- Exercise requirements: In how many lines of the records below does the word "place" appear? Answer with the number alone.

Dataset entries:
+++++
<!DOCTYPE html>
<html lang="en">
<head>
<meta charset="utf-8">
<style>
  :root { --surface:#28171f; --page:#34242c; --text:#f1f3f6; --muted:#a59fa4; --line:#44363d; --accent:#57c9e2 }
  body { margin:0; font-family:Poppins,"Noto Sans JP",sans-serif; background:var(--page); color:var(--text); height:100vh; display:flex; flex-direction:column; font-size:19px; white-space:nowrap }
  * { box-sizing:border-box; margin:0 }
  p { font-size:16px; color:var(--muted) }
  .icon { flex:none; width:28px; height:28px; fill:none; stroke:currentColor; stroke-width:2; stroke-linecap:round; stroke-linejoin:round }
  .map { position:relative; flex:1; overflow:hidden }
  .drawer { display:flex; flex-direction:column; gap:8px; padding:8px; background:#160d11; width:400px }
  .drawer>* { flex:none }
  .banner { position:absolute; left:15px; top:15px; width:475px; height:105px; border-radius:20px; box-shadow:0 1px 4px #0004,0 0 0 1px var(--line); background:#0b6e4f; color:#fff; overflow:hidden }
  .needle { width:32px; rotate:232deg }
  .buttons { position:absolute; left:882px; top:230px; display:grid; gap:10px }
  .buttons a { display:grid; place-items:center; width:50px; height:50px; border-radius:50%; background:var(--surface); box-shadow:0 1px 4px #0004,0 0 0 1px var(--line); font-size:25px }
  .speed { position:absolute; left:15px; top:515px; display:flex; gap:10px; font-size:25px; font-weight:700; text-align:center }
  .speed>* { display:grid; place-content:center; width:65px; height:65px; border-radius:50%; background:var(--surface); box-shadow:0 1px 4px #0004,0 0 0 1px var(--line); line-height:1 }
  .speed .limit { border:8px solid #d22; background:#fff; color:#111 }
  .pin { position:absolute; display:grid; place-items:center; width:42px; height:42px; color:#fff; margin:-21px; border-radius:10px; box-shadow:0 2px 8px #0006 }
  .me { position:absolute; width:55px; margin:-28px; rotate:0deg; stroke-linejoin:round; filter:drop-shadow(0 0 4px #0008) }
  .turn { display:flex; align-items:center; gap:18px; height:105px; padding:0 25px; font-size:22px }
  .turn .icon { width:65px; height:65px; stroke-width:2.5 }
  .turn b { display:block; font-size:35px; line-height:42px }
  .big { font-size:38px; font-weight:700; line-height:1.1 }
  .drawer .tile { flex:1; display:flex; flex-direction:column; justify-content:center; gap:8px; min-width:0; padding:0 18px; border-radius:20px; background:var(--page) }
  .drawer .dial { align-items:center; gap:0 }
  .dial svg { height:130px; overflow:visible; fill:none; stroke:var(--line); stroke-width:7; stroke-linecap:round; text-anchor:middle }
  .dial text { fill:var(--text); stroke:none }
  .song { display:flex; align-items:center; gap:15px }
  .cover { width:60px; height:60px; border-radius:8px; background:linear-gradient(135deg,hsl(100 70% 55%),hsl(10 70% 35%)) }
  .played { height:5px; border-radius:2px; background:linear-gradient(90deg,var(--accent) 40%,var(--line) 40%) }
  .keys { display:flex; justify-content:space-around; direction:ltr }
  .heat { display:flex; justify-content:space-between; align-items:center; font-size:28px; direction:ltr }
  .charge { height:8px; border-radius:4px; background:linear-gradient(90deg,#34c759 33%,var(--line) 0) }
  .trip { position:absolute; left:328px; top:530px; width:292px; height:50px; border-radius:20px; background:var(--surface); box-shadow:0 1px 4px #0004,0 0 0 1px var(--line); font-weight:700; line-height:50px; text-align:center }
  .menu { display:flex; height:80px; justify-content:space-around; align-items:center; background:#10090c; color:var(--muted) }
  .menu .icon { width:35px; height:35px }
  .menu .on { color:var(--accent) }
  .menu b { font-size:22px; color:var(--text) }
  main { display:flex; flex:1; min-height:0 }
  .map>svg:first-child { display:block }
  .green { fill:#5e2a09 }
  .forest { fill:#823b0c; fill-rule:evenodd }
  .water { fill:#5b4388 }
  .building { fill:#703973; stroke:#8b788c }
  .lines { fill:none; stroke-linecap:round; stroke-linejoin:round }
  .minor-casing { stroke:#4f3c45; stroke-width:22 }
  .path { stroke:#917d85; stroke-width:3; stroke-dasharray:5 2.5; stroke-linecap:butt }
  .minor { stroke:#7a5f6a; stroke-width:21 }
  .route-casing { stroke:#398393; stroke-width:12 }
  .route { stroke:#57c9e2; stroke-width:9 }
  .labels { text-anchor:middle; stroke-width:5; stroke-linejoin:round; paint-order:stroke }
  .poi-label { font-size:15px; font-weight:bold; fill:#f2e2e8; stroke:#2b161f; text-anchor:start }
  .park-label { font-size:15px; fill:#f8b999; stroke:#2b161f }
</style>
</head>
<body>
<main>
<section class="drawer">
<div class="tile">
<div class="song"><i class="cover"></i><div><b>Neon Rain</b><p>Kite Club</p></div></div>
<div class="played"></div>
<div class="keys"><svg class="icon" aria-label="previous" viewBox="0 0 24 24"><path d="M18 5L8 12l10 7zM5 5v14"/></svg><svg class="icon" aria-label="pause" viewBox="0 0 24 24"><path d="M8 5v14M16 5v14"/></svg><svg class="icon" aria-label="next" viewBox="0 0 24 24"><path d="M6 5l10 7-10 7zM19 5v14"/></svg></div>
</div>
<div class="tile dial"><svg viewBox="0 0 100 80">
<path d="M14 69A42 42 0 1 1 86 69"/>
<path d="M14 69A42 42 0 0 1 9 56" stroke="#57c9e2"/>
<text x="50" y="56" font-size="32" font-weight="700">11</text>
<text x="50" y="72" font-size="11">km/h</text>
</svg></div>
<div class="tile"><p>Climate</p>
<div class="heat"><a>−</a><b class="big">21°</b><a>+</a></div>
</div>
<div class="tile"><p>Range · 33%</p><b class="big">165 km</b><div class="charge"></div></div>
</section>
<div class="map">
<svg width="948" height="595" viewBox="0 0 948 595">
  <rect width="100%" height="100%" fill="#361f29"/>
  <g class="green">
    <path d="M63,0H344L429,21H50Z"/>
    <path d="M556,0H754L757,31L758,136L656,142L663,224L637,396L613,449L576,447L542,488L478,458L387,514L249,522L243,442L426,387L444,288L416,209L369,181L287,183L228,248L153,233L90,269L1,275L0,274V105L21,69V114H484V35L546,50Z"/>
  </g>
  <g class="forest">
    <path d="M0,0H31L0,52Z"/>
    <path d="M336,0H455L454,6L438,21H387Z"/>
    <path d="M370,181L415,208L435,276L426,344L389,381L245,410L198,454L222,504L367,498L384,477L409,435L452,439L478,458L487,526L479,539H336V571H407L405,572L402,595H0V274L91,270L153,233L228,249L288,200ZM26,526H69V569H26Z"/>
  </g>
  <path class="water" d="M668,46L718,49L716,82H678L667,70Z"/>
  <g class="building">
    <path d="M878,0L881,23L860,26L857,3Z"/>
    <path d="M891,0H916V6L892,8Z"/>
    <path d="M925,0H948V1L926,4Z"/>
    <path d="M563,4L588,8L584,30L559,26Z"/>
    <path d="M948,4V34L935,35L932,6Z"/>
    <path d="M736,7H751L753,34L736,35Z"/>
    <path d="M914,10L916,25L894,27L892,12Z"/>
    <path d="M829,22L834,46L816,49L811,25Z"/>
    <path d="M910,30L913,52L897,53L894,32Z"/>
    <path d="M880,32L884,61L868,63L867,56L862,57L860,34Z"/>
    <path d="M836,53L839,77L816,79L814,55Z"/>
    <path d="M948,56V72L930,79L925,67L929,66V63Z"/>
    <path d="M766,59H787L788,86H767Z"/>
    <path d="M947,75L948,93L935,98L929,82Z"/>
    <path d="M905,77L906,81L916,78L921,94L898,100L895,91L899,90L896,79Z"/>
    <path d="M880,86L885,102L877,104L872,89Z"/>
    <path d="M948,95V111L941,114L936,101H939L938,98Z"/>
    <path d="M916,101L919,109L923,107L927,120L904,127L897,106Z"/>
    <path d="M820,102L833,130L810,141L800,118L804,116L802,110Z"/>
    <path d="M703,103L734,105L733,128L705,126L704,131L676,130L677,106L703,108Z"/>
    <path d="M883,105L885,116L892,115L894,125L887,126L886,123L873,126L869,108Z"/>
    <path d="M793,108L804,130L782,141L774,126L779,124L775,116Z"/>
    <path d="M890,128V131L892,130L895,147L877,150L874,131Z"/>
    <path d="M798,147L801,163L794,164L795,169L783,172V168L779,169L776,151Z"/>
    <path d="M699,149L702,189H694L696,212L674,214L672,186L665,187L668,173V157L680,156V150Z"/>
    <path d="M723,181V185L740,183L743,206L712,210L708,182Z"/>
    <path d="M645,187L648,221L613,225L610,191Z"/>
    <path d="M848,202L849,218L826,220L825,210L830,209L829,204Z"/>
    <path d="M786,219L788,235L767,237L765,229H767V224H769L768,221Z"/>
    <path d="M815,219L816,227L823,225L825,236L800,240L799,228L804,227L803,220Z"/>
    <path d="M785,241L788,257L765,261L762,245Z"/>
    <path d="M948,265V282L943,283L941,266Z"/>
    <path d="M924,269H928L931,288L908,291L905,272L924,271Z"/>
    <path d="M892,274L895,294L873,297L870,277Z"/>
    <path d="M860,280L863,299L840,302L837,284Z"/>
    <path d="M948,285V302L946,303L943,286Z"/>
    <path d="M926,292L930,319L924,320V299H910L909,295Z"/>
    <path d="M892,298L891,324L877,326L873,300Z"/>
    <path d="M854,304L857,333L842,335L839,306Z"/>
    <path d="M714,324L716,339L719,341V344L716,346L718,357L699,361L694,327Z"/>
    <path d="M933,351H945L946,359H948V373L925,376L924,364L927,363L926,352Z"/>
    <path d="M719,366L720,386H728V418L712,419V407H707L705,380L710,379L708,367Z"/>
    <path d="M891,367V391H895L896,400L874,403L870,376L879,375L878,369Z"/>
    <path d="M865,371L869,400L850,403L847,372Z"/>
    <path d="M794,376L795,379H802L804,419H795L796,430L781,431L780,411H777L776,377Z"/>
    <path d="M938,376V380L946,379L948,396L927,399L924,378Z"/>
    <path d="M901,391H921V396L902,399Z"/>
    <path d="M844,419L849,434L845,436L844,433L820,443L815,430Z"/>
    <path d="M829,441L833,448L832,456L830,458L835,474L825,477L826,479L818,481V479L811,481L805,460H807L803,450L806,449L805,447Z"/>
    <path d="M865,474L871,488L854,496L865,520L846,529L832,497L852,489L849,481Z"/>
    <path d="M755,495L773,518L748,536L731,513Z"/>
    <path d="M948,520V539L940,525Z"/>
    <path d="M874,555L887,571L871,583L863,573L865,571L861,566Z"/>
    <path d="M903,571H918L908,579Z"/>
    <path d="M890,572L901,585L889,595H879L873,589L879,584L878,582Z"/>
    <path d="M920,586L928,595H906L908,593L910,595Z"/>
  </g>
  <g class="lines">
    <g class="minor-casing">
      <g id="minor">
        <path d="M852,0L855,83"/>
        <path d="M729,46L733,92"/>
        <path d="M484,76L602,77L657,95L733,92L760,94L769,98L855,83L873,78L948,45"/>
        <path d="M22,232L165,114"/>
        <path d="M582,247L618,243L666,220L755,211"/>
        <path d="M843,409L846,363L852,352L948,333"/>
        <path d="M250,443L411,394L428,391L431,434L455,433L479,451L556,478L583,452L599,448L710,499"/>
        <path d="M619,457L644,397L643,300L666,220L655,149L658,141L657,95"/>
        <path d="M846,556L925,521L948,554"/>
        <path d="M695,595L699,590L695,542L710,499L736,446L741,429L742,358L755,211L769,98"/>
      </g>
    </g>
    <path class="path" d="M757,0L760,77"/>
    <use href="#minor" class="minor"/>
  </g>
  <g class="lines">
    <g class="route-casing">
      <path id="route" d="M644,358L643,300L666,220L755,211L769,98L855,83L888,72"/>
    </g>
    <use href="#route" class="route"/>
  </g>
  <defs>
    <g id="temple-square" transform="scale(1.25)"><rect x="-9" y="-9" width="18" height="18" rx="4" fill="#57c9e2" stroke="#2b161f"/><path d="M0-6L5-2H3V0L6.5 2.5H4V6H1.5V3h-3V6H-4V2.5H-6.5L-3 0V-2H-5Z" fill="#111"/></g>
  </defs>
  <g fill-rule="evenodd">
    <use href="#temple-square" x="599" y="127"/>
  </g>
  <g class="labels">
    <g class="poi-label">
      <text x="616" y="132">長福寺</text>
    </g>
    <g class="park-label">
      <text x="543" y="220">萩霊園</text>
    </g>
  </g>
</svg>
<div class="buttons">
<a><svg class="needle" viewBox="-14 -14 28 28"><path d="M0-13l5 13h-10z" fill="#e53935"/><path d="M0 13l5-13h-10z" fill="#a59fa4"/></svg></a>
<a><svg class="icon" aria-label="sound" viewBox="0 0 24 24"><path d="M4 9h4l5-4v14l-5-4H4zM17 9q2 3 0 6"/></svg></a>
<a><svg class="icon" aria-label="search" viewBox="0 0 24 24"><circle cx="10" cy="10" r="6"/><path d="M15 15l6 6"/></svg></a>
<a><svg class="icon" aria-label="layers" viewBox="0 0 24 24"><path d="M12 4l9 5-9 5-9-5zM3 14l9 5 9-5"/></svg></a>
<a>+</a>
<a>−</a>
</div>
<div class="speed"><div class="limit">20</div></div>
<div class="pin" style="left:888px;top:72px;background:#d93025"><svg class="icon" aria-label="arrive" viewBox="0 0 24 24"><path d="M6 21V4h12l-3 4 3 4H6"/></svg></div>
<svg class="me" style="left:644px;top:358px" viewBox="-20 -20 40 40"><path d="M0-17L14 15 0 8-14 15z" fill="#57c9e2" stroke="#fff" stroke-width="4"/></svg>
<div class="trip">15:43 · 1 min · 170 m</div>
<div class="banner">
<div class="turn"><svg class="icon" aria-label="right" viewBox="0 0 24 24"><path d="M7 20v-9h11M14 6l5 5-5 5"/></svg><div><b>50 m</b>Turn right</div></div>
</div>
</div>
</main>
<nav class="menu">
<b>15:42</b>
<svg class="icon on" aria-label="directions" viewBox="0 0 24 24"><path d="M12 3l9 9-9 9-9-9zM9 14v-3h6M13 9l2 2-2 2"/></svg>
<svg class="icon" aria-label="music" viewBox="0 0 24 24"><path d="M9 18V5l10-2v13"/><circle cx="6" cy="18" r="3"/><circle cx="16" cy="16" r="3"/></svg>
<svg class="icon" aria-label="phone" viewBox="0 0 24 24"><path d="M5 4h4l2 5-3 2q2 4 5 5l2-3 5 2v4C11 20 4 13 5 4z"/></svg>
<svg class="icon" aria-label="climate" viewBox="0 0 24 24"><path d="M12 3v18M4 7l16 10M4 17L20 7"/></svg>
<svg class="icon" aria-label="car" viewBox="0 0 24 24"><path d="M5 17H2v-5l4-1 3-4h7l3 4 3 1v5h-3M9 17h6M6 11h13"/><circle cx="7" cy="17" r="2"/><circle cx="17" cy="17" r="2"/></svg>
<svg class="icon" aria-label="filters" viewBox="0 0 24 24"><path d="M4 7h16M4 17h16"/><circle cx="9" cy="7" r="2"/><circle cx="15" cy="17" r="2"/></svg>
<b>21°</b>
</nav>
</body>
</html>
+++++
- Exercise result: 3